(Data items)
--- START ---

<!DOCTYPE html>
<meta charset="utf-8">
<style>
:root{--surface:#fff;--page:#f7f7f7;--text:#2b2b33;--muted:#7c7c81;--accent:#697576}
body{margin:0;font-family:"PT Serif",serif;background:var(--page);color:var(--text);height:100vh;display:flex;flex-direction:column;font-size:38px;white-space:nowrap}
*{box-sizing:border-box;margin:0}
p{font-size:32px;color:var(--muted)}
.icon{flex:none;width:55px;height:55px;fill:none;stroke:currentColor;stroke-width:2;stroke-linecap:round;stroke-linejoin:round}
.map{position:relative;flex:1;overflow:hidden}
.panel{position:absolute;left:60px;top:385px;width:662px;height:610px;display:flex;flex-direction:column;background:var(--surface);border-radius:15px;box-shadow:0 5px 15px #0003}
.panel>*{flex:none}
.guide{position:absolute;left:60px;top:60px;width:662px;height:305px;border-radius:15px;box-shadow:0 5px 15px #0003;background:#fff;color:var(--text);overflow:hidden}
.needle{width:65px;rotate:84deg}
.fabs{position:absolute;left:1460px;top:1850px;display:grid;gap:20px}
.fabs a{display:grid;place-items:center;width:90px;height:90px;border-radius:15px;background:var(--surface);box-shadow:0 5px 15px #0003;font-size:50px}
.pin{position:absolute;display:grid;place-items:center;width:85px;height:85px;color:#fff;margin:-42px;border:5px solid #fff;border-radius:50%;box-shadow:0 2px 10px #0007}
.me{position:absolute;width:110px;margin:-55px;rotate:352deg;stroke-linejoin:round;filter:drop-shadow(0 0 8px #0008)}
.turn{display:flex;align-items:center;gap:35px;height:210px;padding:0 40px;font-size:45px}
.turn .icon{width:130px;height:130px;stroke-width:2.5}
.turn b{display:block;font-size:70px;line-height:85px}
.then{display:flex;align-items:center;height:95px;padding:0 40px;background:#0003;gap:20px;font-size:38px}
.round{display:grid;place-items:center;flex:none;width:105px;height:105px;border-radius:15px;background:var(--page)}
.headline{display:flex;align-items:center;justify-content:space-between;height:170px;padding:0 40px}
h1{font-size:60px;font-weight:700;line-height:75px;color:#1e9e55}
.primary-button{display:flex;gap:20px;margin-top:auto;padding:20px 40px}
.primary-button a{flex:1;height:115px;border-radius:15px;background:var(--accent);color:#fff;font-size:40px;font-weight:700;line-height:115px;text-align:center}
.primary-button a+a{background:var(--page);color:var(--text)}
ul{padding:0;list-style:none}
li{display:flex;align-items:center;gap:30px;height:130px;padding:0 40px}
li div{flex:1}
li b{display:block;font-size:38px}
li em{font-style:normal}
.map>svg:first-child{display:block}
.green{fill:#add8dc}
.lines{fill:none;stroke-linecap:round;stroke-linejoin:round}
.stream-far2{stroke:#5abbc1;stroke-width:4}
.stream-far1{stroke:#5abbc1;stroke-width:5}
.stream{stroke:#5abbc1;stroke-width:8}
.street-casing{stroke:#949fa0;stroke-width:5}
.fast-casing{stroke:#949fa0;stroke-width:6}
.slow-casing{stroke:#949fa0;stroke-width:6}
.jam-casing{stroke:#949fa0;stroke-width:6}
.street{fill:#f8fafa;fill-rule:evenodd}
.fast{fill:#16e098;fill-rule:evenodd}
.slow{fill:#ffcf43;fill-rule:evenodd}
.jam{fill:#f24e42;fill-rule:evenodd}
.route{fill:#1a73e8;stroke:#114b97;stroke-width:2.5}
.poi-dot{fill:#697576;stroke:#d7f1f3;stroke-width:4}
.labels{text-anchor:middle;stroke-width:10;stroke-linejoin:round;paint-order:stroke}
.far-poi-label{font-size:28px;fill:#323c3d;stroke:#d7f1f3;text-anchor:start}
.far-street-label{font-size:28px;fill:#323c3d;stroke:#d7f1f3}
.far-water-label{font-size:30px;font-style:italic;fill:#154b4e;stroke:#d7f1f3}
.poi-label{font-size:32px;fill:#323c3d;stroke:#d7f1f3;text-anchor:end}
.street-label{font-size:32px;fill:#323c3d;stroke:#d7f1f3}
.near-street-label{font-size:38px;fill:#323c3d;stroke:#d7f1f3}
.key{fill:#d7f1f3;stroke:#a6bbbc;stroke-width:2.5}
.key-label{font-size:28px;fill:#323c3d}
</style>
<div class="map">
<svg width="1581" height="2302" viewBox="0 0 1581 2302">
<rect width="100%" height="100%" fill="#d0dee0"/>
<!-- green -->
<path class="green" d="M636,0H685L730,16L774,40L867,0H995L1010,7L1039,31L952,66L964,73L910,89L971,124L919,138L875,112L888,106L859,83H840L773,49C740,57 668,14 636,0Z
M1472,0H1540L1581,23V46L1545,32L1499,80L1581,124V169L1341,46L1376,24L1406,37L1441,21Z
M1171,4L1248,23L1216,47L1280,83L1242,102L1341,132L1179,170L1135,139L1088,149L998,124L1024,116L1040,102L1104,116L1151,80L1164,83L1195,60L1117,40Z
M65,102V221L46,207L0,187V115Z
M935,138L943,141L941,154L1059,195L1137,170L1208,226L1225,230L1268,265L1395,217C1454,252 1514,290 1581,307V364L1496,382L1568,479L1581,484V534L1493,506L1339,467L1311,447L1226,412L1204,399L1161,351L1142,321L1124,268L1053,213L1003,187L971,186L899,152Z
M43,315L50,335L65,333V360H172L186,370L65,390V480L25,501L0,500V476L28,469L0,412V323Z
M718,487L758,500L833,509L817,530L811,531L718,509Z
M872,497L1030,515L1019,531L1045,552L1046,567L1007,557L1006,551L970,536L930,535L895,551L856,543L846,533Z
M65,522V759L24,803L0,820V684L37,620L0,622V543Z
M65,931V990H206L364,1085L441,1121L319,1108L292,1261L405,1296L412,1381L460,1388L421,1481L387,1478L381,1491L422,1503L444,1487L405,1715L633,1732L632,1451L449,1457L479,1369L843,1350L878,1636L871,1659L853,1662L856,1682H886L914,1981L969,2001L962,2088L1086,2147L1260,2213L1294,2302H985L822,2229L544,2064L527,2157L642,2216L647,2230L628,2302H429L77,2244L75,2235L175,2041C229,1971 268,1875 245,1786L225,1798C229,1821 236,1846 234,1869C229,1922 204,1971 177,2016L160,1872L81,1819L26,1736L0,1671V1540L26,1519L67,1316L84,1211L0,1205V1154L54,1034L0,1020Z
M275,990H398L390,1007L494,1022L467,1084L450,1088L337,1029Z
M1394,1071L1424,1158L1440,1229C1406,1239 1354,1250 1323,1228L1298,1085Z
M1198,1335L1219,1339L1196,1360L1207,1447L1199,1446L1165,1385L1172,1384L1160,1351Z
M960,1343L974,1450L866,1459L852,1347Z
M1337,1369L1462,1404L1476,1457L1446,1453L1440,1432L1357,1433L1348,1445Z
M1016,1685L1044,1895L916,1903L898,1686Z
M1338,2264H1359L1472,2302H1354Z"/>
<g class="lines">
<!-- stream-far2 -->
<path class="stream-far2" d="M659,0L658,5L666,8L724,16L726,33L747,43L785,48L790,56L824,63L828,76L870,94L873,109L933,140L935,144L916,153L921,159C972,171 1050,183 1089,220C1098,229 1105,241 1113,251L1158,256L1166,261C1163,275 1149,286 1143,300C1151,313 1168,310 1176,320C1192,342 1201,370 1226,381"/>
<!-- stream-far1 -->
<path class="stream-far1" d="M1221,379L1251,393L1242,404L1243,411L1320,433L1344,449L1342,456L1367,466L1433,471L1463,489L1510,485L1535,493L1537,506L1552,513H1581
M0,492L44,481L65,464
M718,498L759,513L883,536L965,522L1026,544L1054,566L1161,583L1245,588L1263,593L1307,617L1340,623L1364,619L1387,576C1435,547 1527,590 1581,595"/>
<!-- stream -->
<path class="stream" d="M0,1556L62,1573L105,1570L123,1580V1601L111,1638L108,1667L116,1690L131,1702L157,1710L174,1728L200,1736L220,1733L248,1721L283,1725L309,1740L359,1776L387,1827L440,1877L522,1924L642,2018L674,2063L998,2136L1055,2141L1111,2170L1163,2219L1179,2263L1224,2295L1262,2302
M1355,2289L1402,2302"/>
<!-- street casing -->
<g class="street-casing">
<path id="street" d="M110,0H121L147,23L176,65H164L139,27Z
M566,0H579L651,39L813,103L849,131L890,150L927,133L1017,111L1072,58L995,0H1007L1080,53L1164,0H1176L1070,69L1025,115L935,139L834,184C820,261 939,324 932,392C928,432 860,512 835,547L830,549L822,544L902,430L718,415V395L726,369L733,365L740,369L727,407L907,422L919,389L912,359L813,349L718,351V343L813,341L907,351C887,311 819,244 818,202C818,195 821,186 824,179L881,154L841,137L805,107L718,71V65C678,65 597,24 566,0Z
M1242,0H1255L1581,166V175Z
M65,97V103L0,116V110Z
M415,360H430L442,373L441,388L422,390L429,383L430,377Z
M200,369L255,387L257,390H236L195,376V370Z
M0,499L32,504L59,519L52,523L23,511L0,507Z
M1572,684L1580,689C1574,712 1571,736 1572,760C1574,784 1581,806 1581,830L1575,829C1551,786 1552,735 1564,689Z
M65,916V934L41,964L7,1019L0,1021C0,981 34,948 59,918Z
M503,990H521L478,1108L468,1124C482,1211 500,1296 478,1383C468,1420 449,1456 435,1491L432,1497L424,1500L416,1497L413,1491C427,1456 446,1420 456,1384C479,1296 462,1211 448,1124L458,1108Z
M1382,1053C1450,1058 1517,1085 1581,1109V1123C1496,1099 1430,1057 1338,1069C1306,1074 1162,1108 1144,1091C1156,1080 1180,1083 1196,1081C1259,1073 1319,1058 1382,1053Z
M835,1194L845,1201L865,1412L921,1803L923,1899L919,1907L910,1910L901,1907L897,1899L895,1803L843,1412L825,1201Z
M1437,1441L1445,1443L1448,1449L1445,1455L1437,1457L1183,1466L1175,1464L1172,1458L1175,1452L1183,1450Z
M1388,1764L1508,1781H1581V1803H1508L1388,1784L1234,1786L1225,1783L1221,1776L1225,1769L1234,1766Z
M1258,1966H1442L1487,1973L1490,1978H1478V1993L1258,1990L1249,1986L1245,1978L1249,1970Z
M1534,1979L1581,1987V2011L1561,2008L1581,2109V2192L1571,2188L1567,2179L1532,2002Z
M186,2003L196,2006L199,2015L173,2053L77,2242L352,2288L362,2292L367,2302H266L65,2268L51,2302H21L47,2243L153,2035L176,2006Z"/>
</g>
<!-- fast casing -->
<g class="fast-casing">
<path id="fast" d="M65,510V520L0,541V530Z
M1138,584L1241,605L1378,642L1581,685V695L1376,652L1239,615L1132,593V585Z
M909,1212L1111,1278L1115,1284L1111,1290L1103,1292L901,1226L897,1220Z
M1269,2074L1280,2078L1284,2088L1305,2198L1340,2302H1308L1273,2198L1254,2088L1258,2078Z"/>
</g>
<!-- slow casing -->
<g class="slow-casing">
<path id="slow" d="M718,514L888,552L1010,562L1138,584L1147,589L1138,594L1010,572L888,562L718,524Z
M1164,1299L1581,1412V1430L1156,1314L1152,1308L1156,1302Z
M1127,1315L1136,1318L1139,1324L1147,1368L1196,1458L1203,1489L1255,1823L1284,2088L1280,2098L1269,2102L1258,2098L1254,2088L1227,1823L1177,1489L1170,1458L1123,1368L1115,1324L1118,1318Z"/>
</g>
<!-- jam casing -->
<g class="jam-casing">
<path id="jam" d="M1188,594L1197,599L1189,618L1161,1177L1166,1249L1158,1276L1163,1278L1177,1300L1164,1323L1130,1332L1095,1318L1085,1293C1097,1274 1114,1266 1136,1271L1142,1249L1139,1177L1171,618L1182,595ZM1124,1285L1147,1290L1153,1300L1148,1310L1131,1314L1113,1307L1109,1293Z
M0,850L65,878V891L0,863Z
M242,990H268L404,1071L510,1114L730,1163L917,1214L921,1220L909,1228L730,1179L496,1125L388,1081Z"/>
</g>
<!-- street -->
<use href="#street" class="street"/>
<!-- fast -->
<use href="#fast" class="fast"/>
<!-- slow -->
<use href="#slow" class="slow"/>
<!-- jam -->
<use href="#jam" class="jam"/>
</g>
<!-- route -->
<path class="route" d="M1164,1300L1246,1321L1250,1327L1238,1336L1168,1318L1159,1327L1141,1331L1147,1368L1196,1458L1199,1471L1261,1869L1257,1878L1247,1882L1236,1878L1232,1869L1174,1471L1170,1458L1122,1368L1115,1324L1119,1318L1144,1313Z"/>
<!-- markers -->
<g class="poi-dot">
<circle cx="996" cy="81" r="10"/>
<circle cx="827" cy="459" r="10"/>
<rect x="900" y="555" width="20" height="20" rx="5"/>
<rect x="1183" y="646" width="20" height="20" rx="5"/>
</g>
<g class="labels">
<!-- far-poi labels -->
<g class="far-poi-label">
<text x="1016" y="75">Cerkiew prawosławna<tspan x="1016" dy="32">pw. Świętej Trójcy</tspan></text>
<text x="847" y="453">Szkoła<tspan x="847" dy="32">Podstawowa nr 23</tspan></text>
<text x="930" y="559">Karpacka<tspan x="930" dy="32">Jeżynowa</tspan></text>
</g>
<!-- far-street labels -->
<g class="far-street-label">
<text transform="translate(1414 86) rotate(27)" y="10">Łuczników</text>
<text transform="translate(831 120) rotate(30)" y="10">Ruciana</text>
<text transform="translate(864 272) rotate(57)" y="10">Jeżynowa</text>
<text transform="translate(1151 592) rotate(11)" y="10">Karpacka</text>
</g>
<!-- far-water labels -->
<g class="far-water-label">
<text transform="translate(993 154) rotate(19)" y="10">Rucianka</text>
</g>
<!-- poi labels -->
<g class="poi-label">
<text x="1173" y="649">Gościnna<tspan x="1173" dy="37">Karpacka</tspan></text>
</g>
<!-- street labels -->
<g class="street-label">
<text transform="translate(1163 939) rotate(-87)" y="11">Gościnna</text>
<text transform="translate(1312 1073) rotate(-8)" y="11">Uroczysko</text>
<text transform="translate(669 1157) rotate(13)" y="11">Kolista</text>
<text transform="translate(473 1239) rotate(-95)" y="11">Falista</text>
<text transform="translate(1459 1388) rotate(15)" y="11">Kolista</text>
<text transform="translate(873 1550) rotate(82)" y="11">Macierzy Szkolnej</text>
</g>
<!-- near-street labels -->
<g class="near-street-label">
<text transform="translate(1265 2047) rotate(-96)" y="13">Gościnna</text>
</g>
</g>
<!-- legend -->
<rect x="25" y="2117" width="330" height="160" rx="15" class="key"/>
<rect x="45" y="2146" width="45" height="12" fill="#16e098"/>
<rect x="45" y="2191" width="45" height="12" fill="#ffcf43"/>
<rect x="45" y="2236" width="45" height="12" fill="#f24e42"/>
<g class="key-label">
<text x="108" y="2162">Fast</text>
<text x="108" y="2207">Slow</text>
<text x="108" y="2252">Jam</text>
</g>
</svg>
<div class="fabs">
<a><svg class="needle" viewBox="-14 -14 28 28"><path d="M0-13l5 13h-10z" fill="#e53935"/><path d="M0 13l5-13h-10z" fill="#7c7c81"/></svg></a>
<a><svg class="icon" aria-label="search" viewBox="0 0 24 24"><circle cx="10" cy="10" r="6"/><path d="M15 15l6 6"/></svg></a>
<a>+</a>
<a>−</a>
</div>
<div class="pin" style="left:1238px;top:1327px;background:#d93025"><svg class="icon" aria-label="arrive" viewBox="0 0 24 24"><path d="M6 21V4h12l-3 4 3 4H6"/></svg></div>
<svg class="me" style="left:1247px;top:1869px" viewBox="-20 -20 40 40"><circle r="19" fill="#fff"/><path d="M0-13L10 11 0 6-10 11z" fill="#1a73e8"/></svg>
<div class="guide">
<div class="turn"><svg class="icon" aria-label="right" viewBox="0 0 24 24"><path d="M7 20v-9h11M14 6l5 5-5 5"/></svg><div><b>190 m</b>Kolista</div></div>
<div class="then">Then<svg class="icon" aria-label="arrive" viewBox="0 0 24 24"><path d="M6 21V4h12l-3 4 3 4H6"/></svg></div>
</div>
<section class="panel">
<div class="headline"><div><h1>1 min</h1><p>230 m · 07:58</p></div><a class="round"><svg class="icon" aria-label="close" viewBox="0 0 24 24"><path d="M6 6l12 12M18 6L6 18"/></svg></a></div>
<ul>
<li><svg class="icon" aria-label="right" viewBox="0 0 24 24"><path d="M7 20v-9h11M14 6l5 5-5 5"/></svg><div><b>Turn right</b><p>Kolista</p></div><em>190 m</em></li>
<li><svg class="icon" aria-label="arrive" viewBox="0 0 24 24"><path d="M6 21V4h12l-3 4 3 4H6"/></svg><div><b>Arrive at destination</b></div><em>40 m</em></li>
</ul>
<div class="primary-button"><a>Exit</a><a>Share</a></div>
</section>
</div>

--- END ---

▶ _What is being asked_: Write down how many lines above contain the string "anchor", and nothing besides.

▶ _Answer_: 3